Collected data entries
=-=-=-=-=
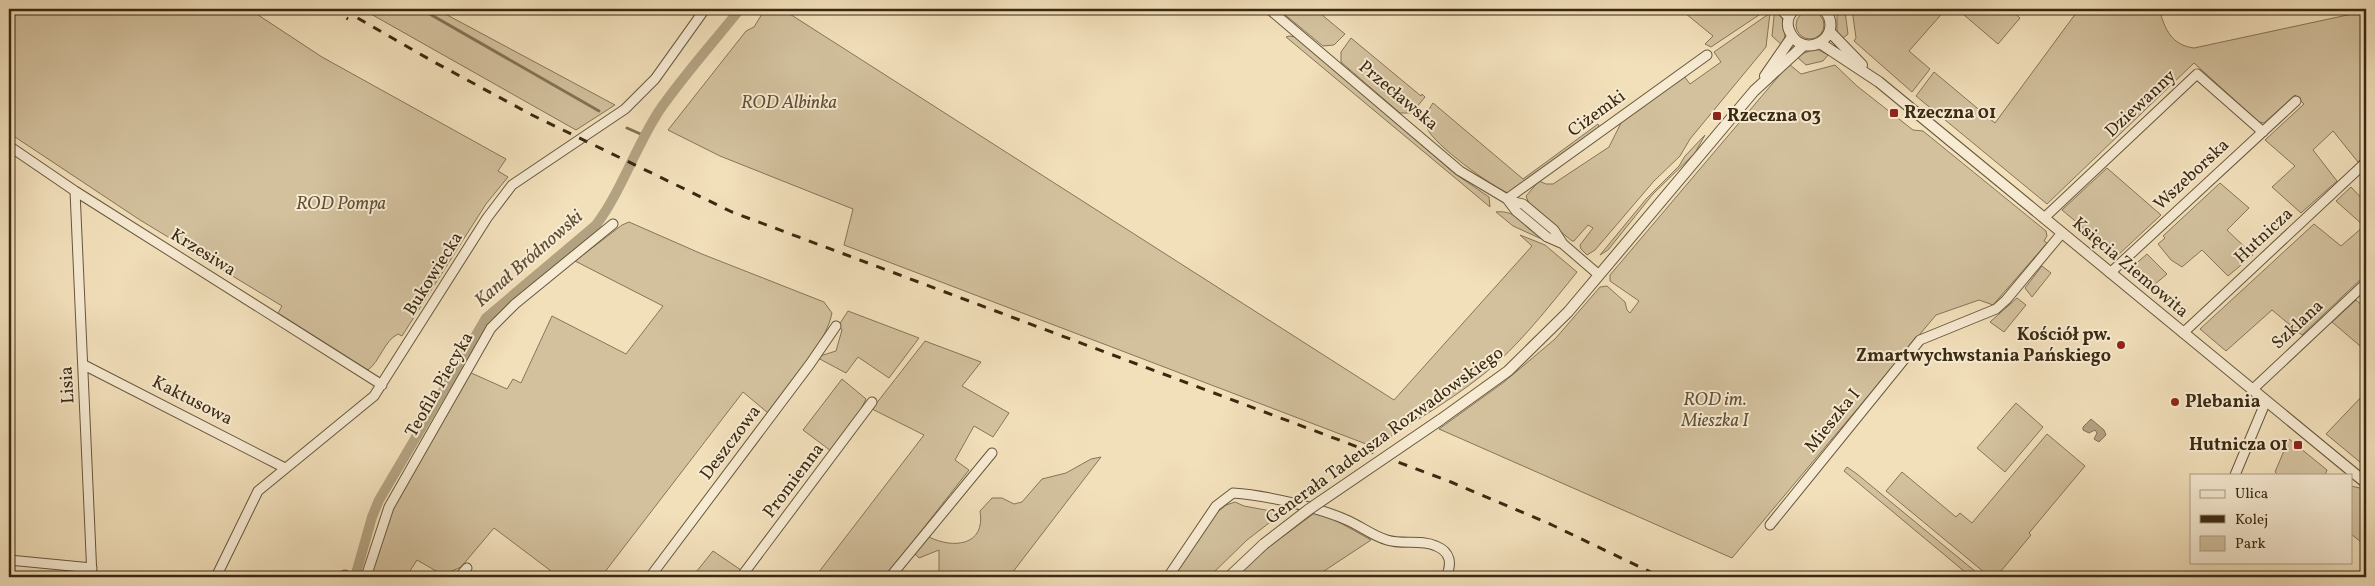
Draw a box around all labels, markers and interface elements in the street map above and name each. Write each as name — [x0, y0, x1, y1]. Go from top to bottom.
street label: Przecławska — [1353, 55, 1443, 137]
street label: Dziewanny — [2100, 64, 2182, 144]
street label: Ciżemki — [1563, 85, 1631, 143]
park label: ROD Albinka — [741, 91, 837, 116]
place label: Rzeczna 01 — [1904, 101, 1996, 126]
place label: Rzeczna 03 — [1727, 104, 1821, 129]
marker: Rzeczna 01 — [1888, 107, 1900, 119]
marker: Rzeczna 03 — [1711, 110, 1723, 122]
street label: Wszeborska — [2149, 133, 2235, 217]
park label: ROD Pompa — [296, 192, 386, 217]
street label: Hutnicza — [2229, 202, 2299, 270]
water label: Kanał Bródnowski — [469, 204, 589, 313]
street label: Księcia Ziemowita — [2066, 212, 2194, 324]
street label: Krzesiwa — [165, 223, 241, 283]
street label: Bukowiecka — [398, 227, 470, 321]
street label: Szklana — [2267, 294, 2330, 356]
place label: Kościół pw. Zmartwychwstania Pańskiego — [1856, 323, 2111, 369]
street label: Teofila Piecyka — [400, 328, 480, 442]
marker: Kościół pw. Zmartwychwstania Pańskiego — [2115, 339, 2127, 351]
street label: Generała Tadeusza Rozwadowskiego — [1261, 341, 1509, 531]
street label: Lisia — [55, 366, 81, 404]
street label: Kaktusowa — [147, 370, 237, 432]
street label: Mieszka I — [1799, 384, 1867, 458]
park label: ROD im. Mieszka I — [1680, 388, 1749, 434]
place label: Plebania — [2185, 390, 2261, 415]
marker: Plebania — [2169, 396, 2181, 408]
street label: Deszczowa — [695, 400, 767, 486]
place label: Hutnicza 01 — [2189, 433, 2288, 458]
street label: Promienna — [758, 438, 830, 524]
marker: Hutnicza 01 — [2292, 439, 2304, 451]
legend — [2190, 474, 2352, 564]
text: Ulica — [2235, 484, 2268, 505]
text: Kolej — [2235, 510, 2268, 531]
text: Park — [2235, 534, 2266, 555]

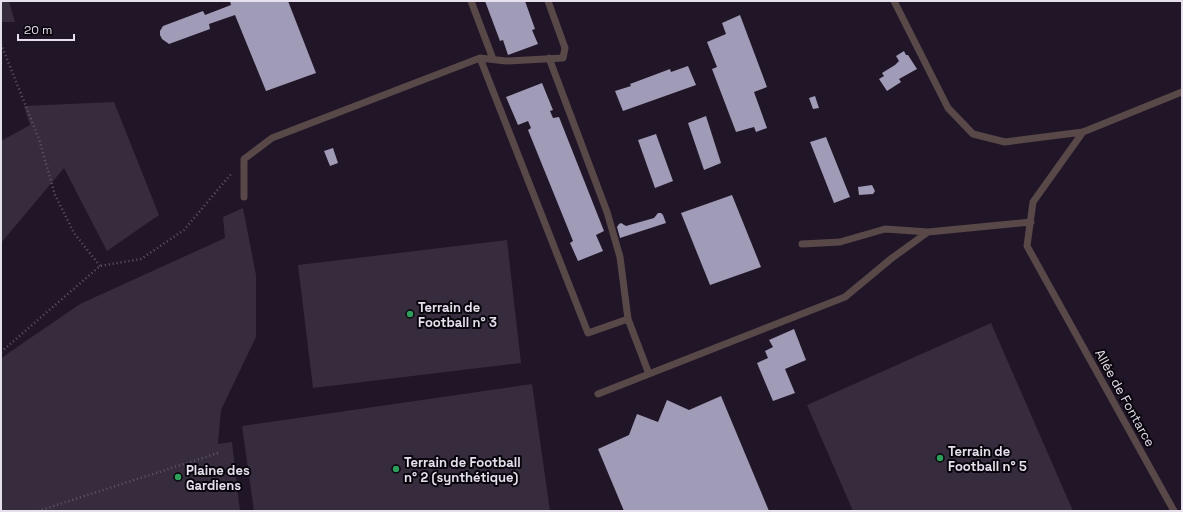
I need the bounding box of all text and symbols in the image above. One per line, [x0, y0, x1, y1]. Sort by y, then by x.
scale bar [18, 16, 74, 42]
text: 20 m [24, 22, 52, 38]
place label: Terrain de Football n° 3 [418, 299, 497, 331]
marker: Terrain de Football n° 3 [405, 309, 415, 319]
street label: Allée de Fontarce [1091, 346, 1159, 450]
place label: Terrain de Football n° 5 [948, 443, 1027, 475]
marker: Terrain de Football n° 5 [935, 453, 945, 463]
place label: Terrain de Football n° 2 (synthétique) [404, 454, 521, 486]
place label: Plaine des Gardiens [186, 462, 250, 494]
marker: Terrain de Football n° 2 (synthétique) [391, 464, 401, 474]
marker: Plaine des Gardiens [173, 472, 183, 482]

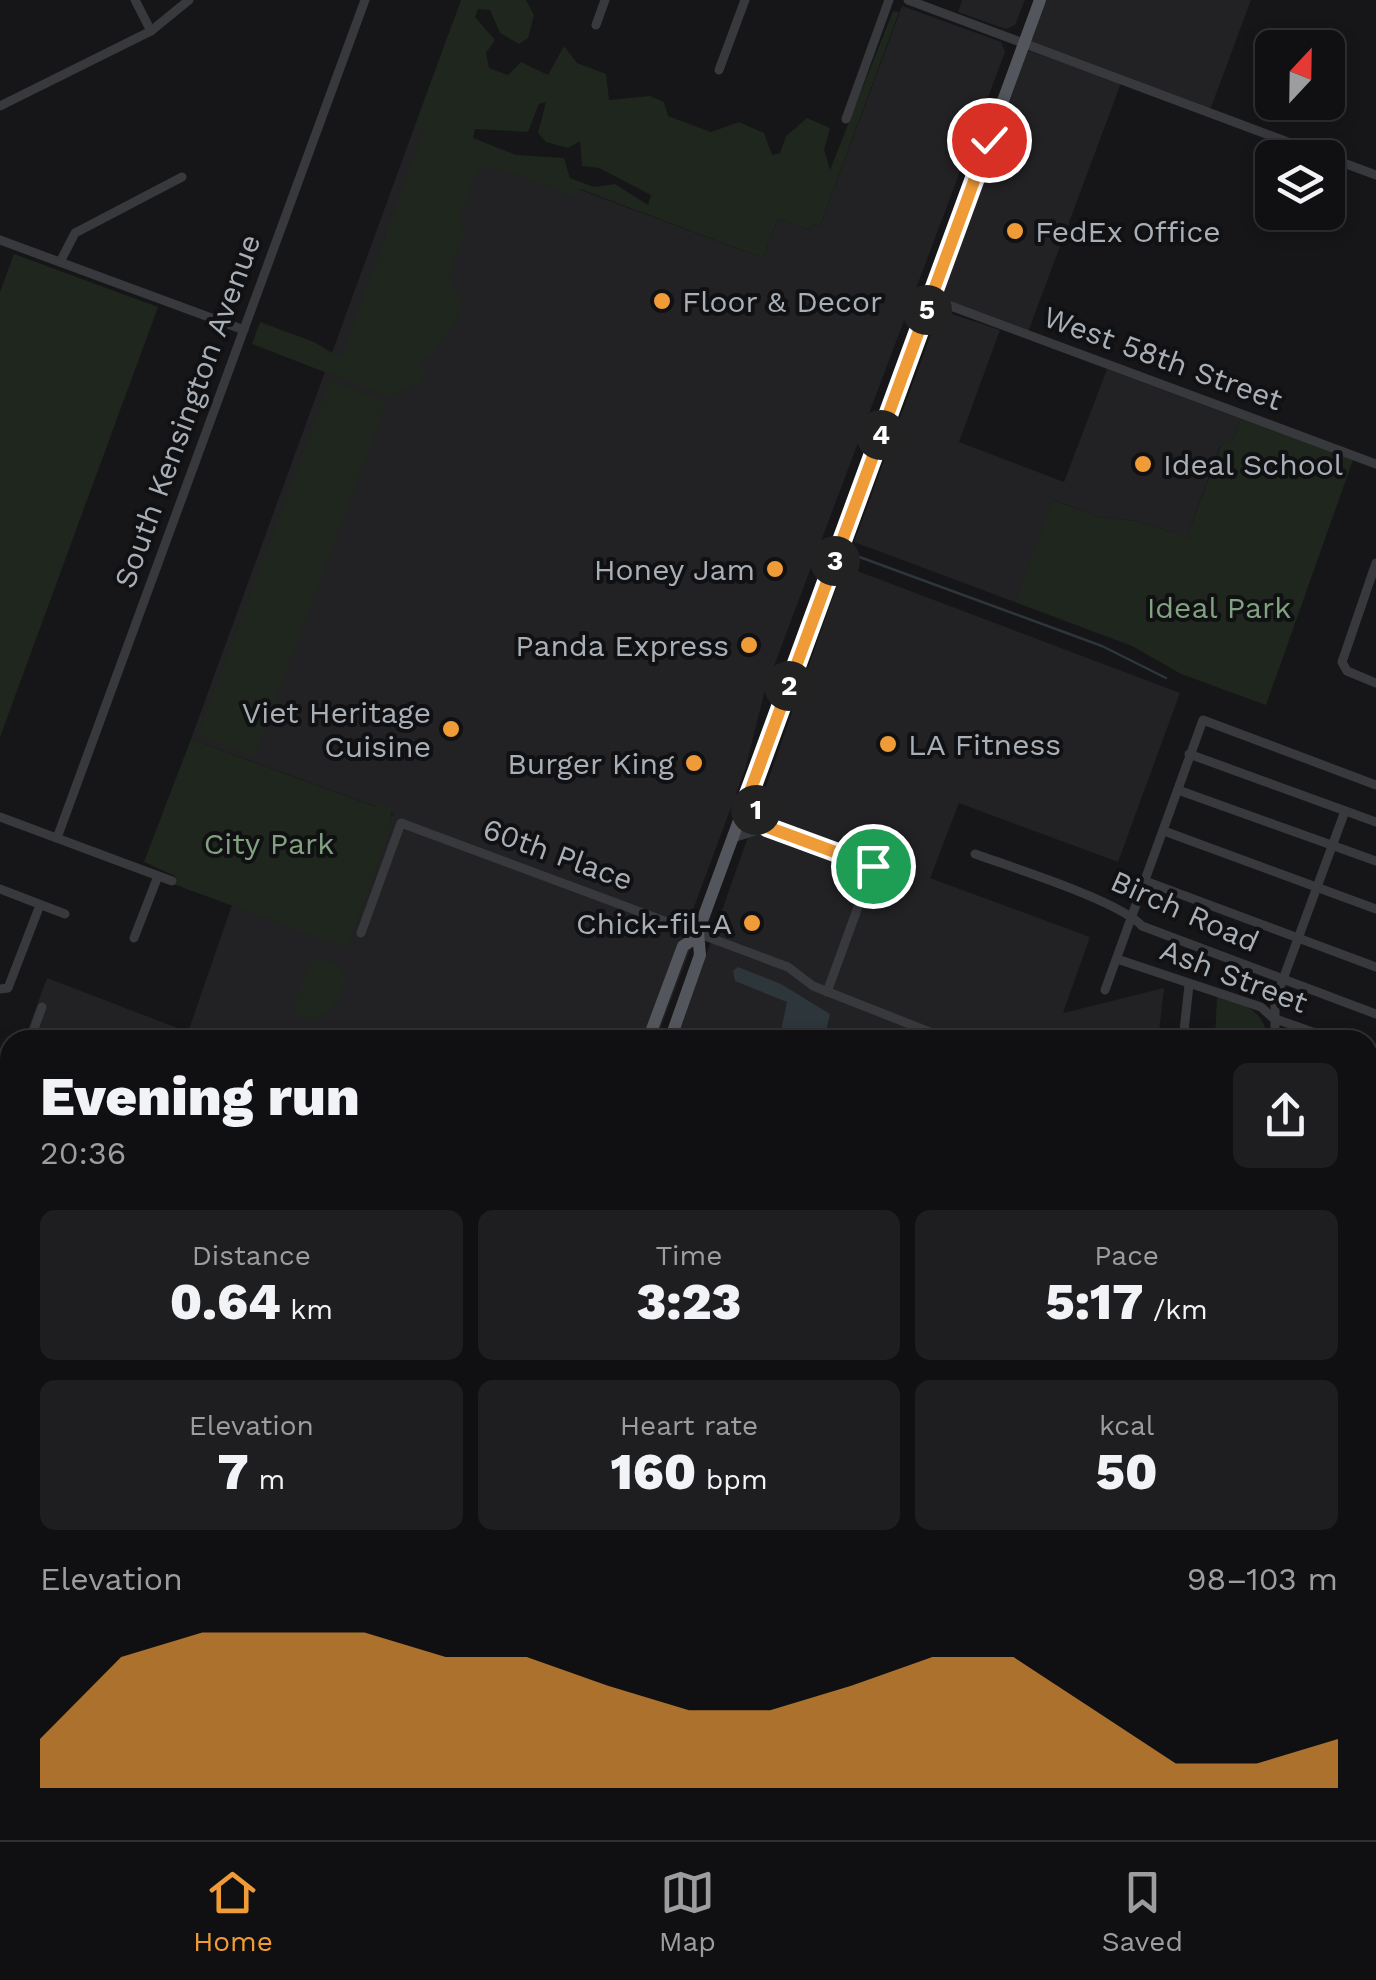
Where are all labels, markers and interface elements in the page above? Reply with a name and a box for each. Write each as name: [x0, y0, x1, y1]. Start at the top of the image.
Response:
north arrow: [1255, 30, 1345, 120]
map controls: [1255, 30, 1345, 230]
pin: [947, 98, 1032, 183]
icon: check: [962, 113, 1017, 168]
button: layers: [1255, 140, 1345, 230]
place label: FedEx Office: [1035, 214, 1221, 249]
marker: FedEx Office: [1004, 220, 1026, 242]
street label: South Kensington Avenue: [107, 229, 267, 593]
place label: Floor & Decor: [682, 284, 882, 319]
pin: 5: [902, 285, 952, 335]
marker: Floor & Decor: [651, 290, 673, 312]
text: 5: [919, 293, 935, 326]
street label: West 58th Street: [1039, 299, 1287, 418]
pin: 4: [856, 410, 906, 460]
text: 4: [872, 418, 890, 451]
place label: Ideal School: [1163, 447, 1343, 482]
marker: Ideal School: [1132, 453, 1154, 475]
pin: 3: [810, 536, 860, 586]
text: 3: [827, 544, 843, 577]
place label: Honey Jam: [594, 552, 755, 587]
marker: Honey Jam: [764, 558, 786, 580]
park label: Ideal Park: [1147, 590, 1291, 625]
place label: Panda Express: [515, 628, 729, 663]
marker: Panda Express: [738, 634, 760, 656]
pin: 2: [764, 661, 814, 711]
text: 2: [781, 669, 797, 702]
place label: Viet Heritage Cuisine: [242, 695, 431, 764]
marker: Viet Heritage Cuisine: [440, 718, 462, 740]
place label: LA Fitness: [908, 727, 1061, 762]
marker: LA Fitness: [877, 733, 899, 755]
place label: Burger King: [507, 746, 674, 781]
marker: Burger King: [683, 752, 705, 774]
pin: 1: [731, 785, 781, 835]
text: 1: [750, 793, 762, 826]
street label: 60th Place: [478, 811, 638, 897]
pin: [831, 824, 916, 909]
park label: City Park: [204, 826, 334, 861]
icon: arrive: [846, 839, 901, 894]
street label: Birch Road: [1106, 863, 1264, 959]
place label: Chick-fil-A: [576, 906, 732, 941]
marker: Chick-fil-A: [741, 912, 763, 934]
street label: Ash Street: [1156, 932, 1313, 1020]
button: share: [1233, 1063, 1338, 1168]
text: Evening run: [40, 1064, 360, 1128]
text: 20:36: [40, 1134, 126, 1172]
text: Distance: [192, 1239, 311, 1272]
text: Time: [656, 1239, 722, 1272]
text: Pace: [1094, 1239, 1159, 1272]
text: 0.64: [170, 1272, 281, 1331]
text: 3:23: [637, 1272, 741, 1331]
text: 5:17: [1046, 1272, 1143, 1331]
text: km: [281, 1293, 333, 1326]
text: /km: [1143, 1293, 1208, 1326]
text: Elevation: [189, 1409, 314, 1442]
text: Heart rate: [620, 1409, 758, 1442]
text: kcal: [1099, 1409, 1154, 1442]
text: 7: [218, 1442, 249, 1501]
text: 160: [610, 1442, 696, 1501]
text: 50: [1096, 1442, 1158, 1501]
text: m: [249, 1463, 285, 1496]
text: bpm: [696, 1463, 768, 1496]
text: Elevation: [40, 1560, 183, 1598]
text: 98–103 m: [1187, 1560, 1338, 1598]
tab: Home: [193, 1865, 273, 1958]
tab: Map: [659, 1865, 716, 1958]
tab: Saved: [1102, 1865, 1183, 1958]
=-=-=-=-=
In the data above, find each line where the string "synthétique" appears, then copy it.

place label: Terrain de Football n° 2 (synthétique) [404, 454, 521, 486]
marker: Terrain de Football n° 2 (synthétique) [391, 464, 401, 474]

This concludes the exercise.